EXERCISE PROMPT -
Where a line holds the word "trace", copy that line from the data below.

Stored data:

══════

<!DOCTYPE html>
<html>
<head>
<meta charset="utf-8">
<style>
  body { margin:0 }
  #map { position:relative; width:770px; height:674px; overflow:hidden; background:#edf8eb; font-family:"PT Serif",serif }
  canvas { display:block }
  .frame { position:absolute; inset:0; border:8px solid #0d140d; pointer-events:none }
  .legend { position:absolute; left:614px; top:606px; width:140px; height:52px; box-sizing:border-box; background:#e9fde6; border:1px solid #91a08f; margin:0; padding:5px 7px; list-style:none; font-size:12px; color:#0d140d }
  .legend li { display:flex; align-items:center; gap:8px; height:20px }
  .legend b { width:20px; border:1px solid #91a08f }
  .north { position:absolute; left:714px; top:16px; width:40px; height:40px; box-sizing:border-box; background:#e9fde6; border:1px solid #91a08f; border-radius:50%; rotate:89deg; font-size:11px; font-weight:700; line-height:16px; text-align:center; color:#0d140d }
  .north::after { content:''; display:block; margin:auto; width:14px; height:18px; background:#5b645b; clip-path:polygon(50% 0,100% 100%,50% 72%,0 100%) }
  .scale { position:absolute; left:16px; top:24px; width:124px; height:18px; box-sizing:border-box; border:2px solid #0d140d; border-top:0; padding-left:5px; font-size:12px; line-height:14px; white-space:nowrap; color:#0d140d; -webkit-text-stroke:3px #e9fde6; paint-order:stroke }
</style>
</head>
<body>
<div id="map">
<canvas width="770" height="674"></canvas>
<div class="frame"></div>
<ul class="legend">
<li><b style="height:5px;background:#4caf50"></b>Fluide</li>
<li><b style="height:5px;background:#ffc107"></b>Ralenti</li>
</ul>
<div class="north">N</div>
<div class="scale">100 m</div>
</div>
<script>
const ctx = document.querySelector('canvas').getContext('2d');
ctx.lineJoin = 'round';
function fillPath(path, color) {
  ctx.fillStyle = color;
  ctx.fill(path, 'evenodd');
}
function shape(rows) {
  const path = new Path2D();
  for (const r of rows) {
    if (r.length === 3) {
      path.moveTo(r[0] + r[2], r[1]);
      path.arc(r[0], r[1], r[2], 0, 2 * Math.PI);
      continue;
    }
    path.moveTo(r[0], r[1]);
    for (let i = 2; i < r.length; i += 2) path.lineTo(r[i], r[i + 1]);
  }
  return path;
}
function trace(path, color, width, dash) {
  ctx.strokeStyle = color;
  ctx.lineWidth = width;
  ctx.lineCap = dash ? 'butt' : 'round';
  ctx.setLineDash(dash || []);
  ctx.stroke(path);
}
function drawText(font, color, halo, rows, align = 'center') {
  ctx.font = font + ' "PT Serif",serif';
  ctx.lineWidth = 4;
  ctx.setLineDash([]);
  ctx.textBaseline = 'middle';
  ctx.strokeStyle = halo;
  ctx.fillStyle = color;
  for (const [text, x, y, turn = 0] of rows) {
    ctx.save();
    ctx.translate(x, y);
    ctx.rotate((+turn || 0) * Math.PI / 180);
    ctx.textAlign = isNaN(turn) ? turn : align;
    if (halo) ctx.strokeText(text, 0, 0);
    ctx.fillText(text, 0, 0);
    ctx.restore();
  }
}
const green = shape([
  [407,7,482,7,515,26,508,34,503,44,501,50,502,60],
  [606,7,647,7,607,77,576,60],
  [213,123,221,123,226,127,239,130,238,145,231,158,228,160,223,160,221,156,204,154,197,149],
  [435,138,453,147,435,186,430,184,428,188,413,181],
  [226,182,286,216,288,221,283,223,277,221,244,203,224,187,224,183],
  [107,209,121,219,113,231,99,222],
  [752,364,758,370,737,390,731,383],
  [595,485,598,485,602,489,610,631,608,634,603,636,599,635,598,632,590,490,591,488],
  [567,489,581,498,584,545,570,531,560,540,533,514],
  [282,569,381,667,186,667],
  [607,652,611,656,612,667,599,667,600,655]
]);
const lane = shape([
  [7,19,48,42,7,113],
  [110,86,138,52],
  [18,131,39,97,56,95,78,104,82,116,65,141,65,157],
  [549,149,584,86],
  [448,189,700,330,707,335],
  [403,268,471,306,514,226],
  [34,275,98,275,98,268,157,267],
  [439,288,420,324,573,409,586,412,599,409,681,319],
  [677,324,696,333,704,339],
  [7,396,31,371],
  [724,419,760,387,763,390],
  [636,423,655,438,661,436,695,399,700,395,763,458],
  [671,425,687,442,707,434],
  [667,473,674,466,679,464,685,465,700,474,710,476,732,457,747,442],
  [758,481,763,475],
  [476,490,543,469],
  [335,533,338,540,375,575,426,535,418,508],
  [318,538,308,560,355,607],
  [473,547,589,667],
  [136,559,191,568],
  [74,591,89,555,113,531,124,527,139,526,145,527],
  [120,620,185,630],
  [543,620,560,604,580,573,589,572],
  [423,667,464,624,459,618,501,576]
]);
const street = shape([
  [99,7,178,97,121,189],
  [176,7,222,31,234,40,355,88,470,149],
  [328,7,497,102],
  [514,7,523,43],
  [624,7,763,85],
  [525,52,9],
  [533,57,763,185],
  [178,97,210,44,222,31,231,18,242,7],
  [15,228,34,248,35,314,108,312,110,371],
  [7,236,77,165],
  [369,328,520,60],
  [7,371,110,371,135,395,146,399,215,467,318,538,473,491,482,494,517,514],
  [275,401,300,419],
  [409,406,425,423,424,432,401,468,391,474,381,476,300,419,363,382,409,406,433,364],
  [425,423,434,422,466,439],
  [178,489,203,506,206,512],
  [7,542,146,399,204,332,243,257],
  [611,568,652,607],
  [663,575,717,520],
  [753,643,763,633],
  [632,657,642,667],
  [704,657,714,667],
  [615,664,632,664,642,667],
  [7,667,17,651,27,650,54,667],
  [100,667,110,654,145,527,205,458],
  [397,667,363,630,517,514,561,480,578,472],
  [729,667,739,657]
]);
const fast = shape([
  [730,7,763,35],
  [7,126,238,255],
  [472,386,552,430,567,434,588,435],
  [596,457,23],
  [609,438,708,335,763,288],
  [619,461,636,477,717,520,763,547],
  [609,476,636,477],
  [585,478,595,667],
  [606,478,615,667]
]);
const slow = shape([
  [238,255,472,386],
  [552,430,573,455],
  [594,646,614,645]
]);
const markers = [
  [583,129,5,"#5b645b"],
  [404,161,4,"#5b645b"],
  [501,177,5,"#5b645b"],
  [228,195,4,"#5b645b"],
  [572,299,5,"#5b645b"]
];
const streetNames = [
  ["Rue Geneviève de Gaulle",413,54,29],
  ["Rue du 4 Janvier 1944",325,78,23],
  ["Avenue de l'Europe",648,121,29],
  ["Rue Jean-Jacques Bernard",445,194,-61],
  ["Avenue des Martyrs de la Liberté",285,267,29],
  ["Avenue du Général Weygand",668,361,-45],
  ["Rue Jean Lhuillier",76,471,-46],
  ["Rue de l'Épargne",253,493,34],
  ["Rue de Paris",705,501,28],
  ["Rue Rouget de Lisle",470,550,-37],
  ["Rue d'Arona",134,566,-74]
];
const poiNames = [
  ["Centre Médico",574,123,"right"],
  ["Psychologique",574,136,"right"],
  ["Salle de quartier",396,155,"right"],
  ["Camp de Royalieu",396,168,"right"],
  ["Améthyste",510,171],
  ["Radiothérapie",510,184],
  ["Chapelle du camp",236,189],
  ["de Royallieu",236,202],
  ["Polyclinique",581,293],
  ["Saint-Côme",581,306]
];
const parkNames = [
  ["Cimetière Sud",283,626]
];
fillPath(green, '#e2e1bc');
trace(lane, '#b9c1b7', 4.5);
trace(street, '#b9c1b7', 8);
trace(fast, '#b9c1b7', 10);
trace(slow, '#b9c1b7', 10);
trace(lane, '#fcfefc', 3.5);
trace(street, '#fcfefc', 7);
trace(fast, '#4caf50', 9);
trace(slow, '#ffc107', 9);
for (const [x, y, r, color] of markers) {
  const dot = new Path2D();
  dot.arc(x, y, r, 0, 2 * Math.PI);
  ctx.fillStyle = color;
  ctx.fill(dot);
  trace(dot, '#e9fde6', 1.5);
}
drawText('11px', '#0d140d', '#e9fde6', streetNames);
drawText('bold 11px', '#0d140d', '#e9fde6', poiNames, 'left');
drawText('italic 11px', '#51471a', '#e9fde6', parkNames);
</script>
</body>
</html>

══════

ANSWER BOX -
function trace(path, color, width, dash) {
trace(lane, '#b9c1b7', 4.5);
trace(street, '#b9c1b7', 8);
trace(fast, '#b9c1b7', 10);
trace(slow, '#b9c1b7', 10);
trace(lane, '#fcfefc', 3.5);
trace(street, '#fcfefc', 7);
trace(fast, '#4caf50', 9);
trace(slow, '#ffc107', 9);
  trace(dot, '#e9fde6', 1.5);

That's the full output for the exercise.